Lepage Associates is a multi-specialty, private psychological practice with multiple offices in the triangle area. At Lepage associates, the clinicians emphasize finding positive and practical solutions to issues in life for their clients. In practice, solution-based care distinguishes concrete strategies and skills that clients can incorporate in their lives to achieve their goals and overcome hardships. Interestingly, the clinicians have a diverse range of experiences, enabling Lepage Associates to offer a wide variety of services such as teletherapy, forensic services, family therapy, marriage counseling, and outdoor therapy to name a few. Working with my mentor, Dr. Bailey Cole, and the team at Lepage Associates has given me invaluable insight into the inner workings of a psychological practice and the various responsibilities associated with being a psychologist that. In addition to practicing therapy, clinicians also have a great deal of supplementary work as well.

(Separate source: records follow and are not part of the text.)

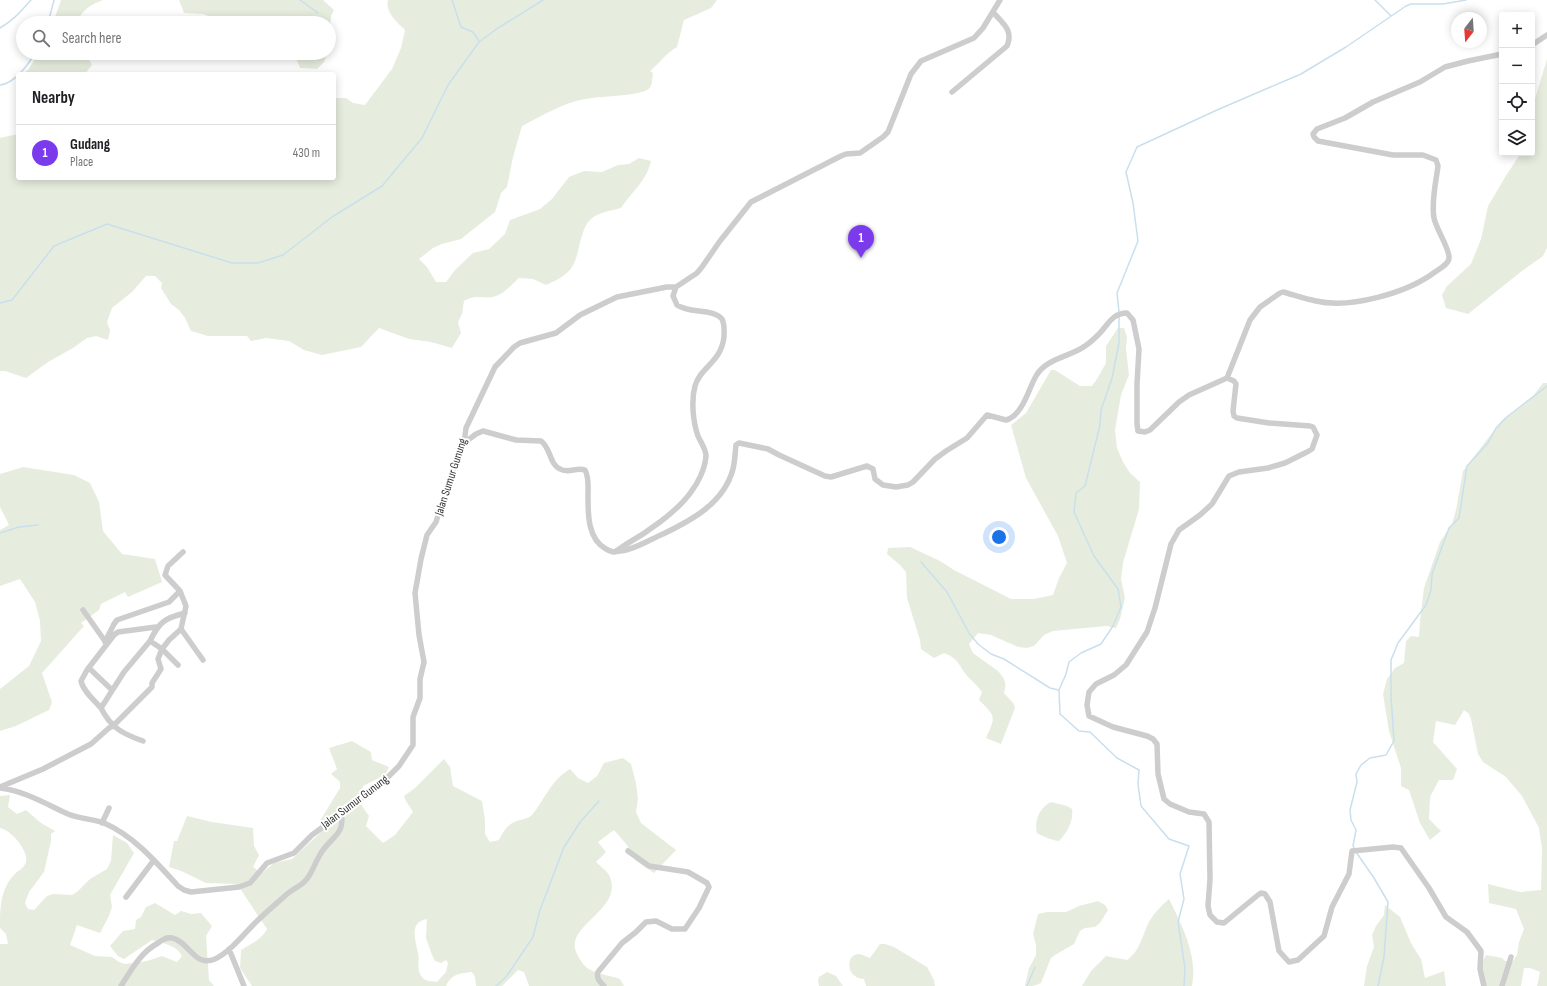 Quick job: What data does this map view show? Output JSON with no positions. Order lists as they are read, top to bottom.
{
  "streets": {
    "street": ["Jalan Sumur Gunung"]
  },
  "north": "bottom",
  "page": {
    "map_buttons": ["+", "−"],
    "search": "Search here",
    "heading": "Nearby",
    "list": [
      {
        "mark": "1",
        "name": "Gudang",
        "note": "Place",
        "value": "430 m"
      }
    ],
    "pins": "1"
  }
} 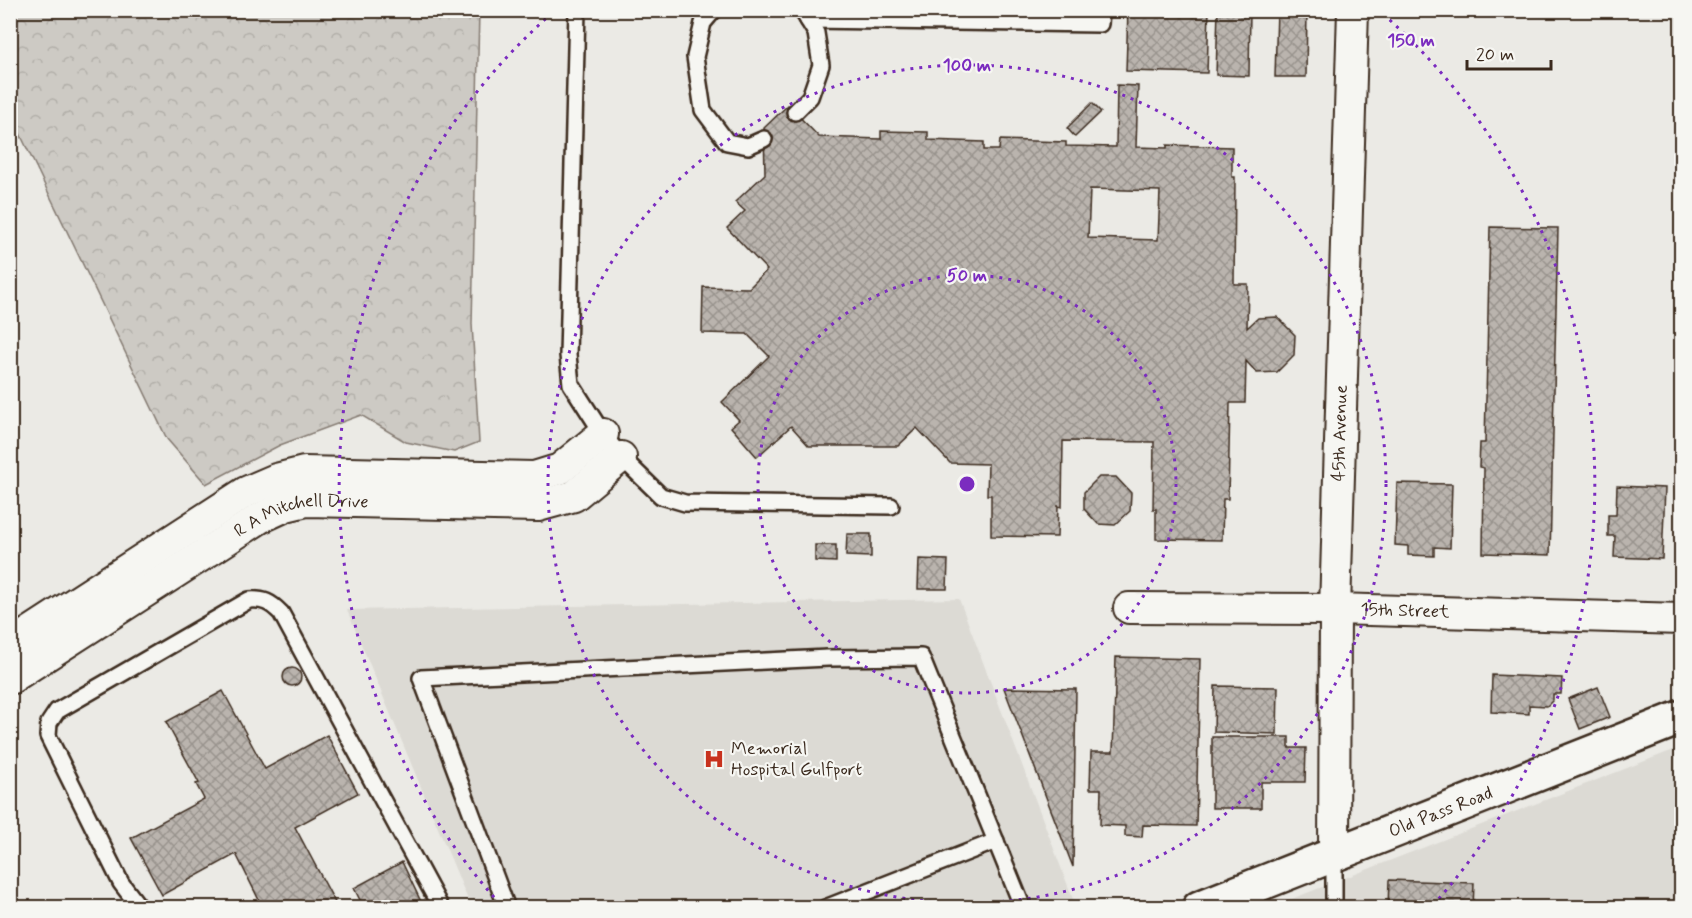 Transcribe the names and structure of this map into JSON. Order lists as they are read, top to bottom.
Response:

The majority of my responsibilities have been aiding in these supplementary tasks which allows clinicians to maximize their time spent working with clients. My work has mostly involved writing up clinical interviews and parenting evaluations. Clinicians at Lepage Associates do a variety of court-ordered evaluations and after conducting them, they will send them over to me to write-up in a more succinct style. I also have been tasked with doing literature reviews on topics that occur in therapy sessions that clinicians may not have much experience with or knowledge on. In this process, I will search through empirical databases, find information on the desired topic, and relay my findings to the clinician. One of the most interesting topics I have had to look into was “betrayal trauma”, which is a specific form of trauma from a loved one and how that can lead to issues in emotional development. My responsibilities have also included writing posts for Lepage Associate’s “Something to Ponder” and “Happiness” blogs.

Despite being completely virtual, my internship experience has been incredibly formative. Dr. Bailey Cole and the other clinicians at Lepage Associates have been very receptive and open to providing me with both tasks and feedback throughout this experience. Being able to incorporate my research skills into my internship has demonstrated how effectively both practice and research can work together to make effective clinicians. I appreciate the Gil Internship program and Lepage Associates for giving me this amazing experience. I am excited to see how the remainder of the semester pans out!